Try it:
Return, verbatim and in full, the records that follow, but not their pictures.

:: Information shown

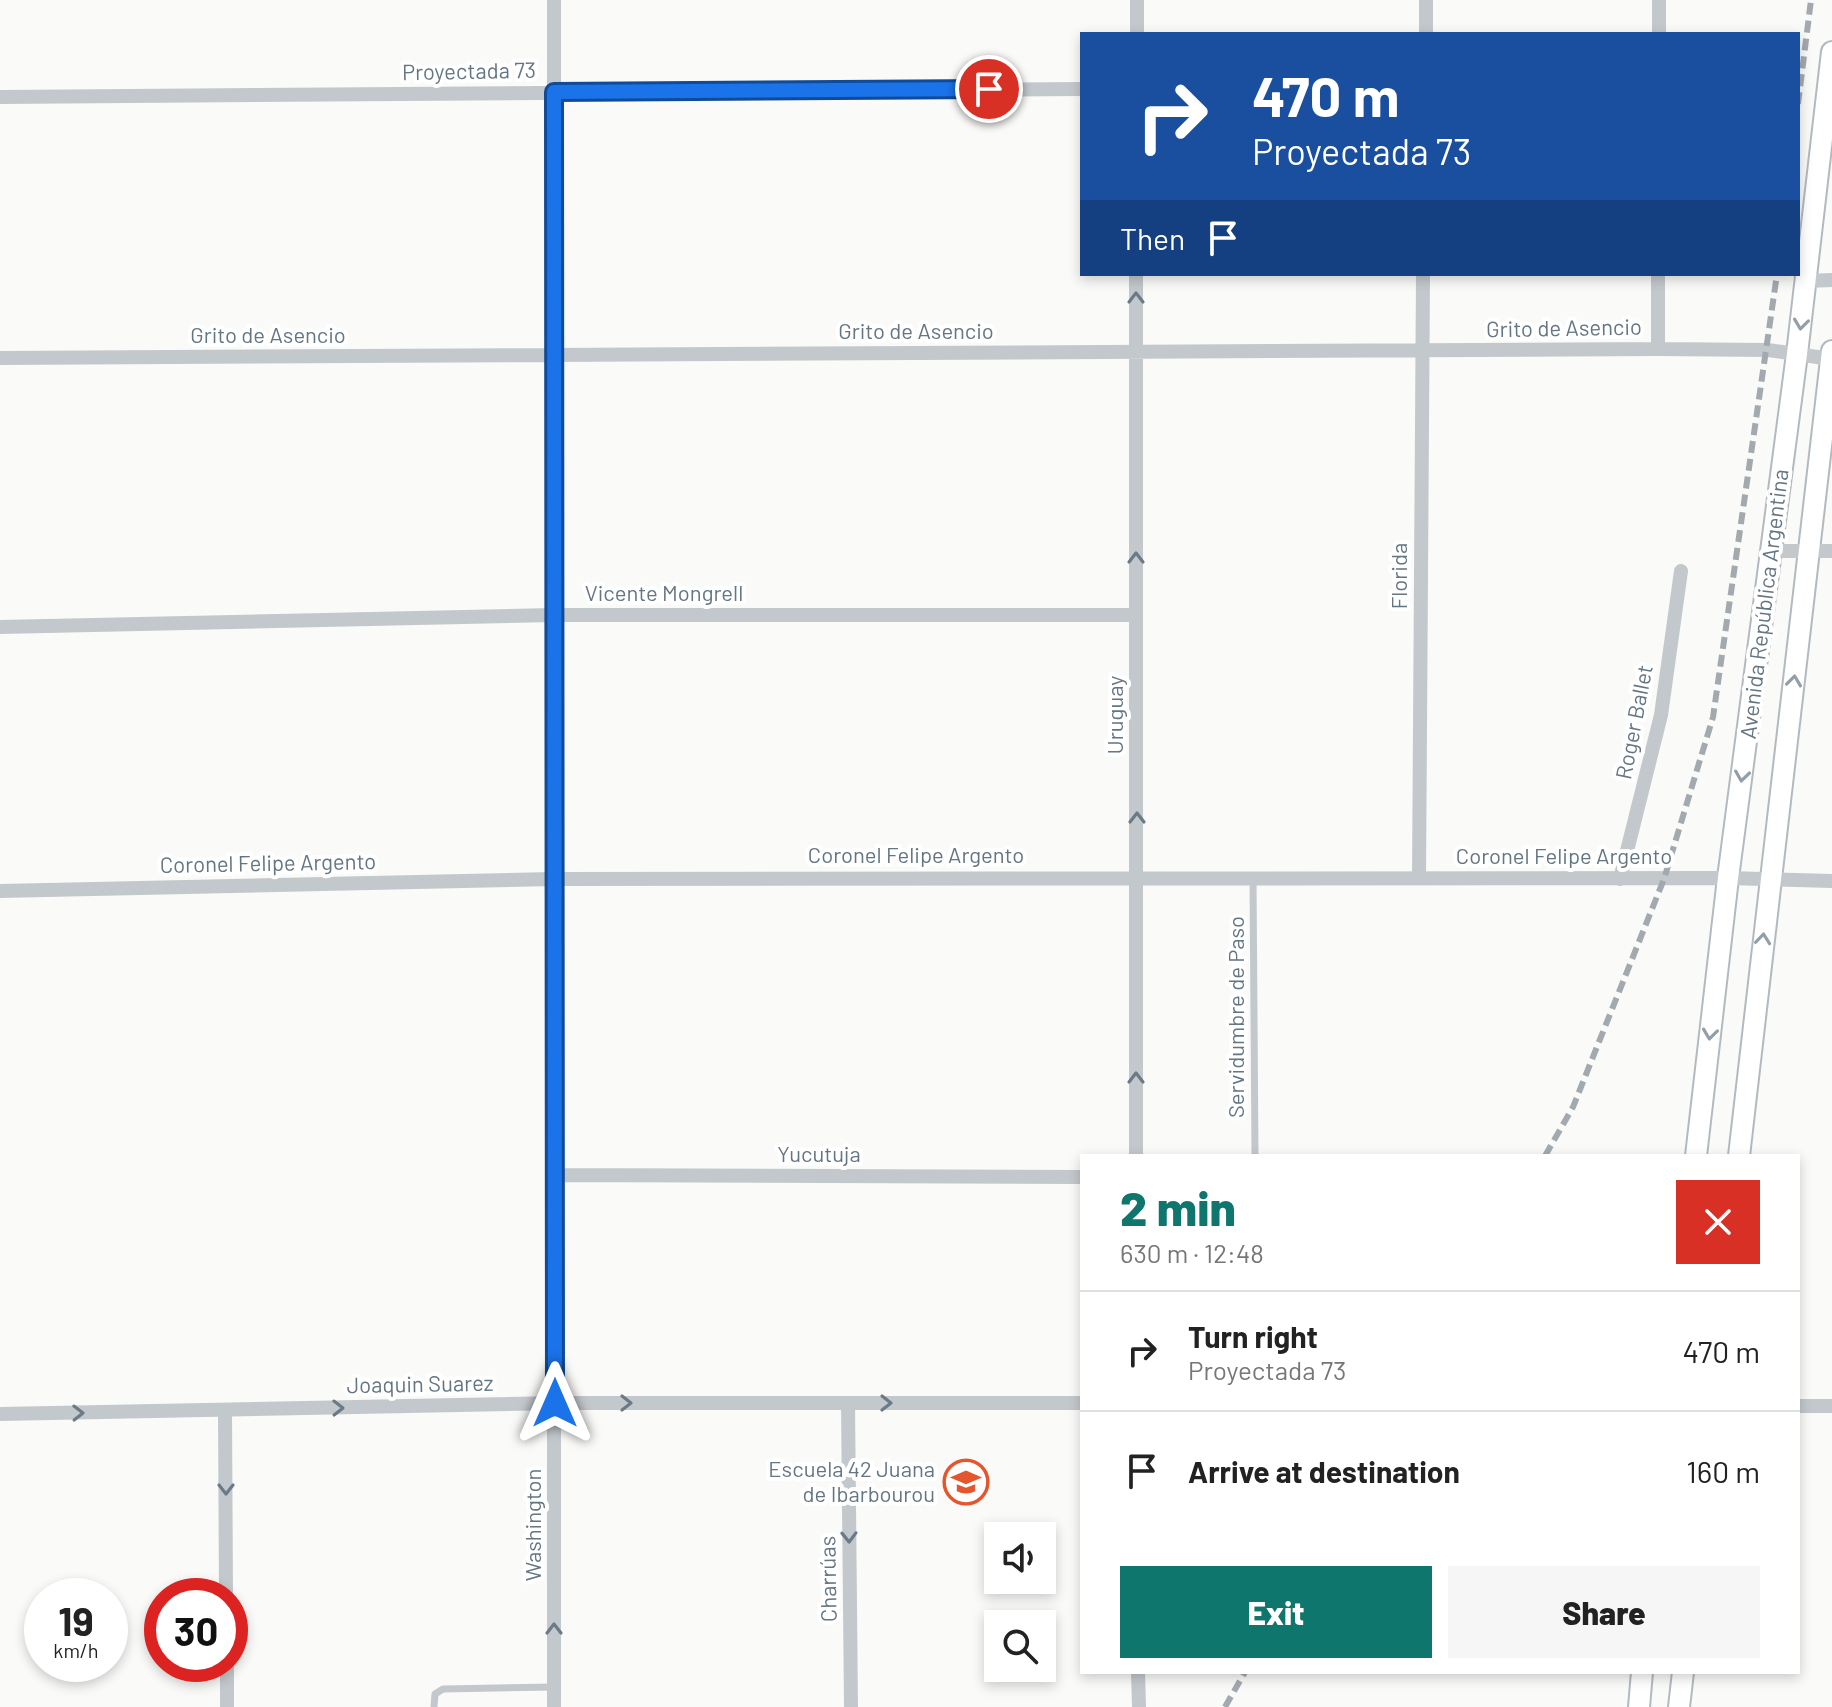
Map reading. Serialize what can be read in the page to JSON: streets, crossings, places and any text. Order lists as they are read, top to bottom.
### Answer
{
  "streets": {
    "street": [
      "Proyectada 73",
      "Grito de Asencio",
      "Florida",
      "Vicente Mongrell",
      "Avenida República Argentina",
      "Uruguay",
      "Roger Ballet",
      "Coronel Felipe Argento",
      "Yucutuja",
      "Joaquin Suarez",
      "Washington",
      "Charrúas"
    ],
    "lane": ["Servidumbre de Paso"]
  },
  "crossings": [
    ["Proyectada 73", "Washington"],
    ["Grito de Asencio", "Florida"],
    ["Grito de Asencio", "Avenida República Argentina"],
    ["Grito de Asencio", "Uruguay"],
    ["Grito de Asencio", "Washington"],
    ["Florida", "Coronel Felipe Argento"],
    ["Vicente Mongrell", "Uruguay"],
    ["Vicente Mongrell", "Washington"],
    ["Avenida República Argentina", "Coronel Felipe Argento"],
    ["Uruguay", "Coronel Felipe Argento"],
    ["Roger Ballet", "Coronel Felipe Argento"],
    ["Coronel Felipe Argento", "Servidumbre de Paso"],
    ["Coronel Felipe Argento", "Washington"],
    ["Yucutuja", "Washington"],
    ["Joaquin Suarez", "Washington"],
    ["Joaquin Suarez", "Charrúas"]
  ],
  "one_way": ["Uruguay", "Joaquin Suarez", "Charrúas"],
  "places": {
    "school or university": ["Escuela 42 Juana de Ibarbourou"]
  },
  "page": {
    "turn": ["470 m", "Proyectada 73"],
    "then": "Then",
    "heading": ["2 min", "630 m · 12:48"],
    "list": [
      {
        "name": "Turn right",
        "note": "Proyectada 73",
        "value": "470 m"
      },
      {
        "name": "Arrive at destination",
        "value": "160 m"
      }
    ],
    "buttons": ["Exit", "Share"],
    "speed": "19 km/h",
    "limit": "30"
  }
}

::::

Response:
Map reading. Serialize what can be read in the page to JSON: streets, crossings, places and any text. Order lists as they are read, top to bottom.
### Answer
{
  "streets": {
    "street": [
      "Proyectada 73",
      "Grito de Asencio",
      "Florida",
      "Vicente Mongrell",
      "Avenida República Argentina",
      "Uruguay",
      "Roger Ballet",
      "Coronel Felipe Argento",
      "Yucutuja",
      "Joaquin Suarez",
      "Washington",
      "Charrúas"
    ],
    "lane": ["Servidumbre de Paso"]
  },
  "crossings": [
    ["Proyectada 73", "Washington"],
    ["Grito de Asencio", "Florida"],
    ["Grito de Asencio", "Avenida República Argentina"],
    ["Grito de Asencio", "Uruguay"],
    ["Grito de Asencio", "Washington"],
    ["Florida", "Coronel Felipe Argento"],
    ["Vicente Mongrell", "Uruguay"],
    ["Vicente Mongrell", "Washington"],
    ["Avenida República Argentina", "Coronel Felipe Argento"],
    ["Uruguay", "Coronel Felipe Argento"],
    ["Roger Ballet", "Coronel Felipe Argento"],
    ["Coronel Felipe Argento", "Servidumbre de Paso"],
    ["Coronel Felipe Argento", "Washington"],
    ["Yucutuja", "Washington"],
    ["Joaquin Suarez", "Washington"],
    ["Joaquin Suarez", "Charrúas"]
  ],
  "one_way": ["Uruguay", "Joaquin Suarez", "Charrúas"],
  "places": {
    "school or university": ["Escuela 42 Juana de Ibarbourou"]
  },
  "page": {
    "turn": ["470 m", "Proyectada 73"],
    "then": "Then",
    "heading": ["2 min", "630 m · 12:48"],
    "list": [
      {
        "name": "Turn right",
        "note": "Proyectada 73",
        "value": "470 m"
      },
      {
        "name": "Arrive at destination",
        "value": "160 m"
      }
    ],
    "buttons": ["Exit", "Share"],
    "speed": "19 km/h",
    "limit": "30"
  }
}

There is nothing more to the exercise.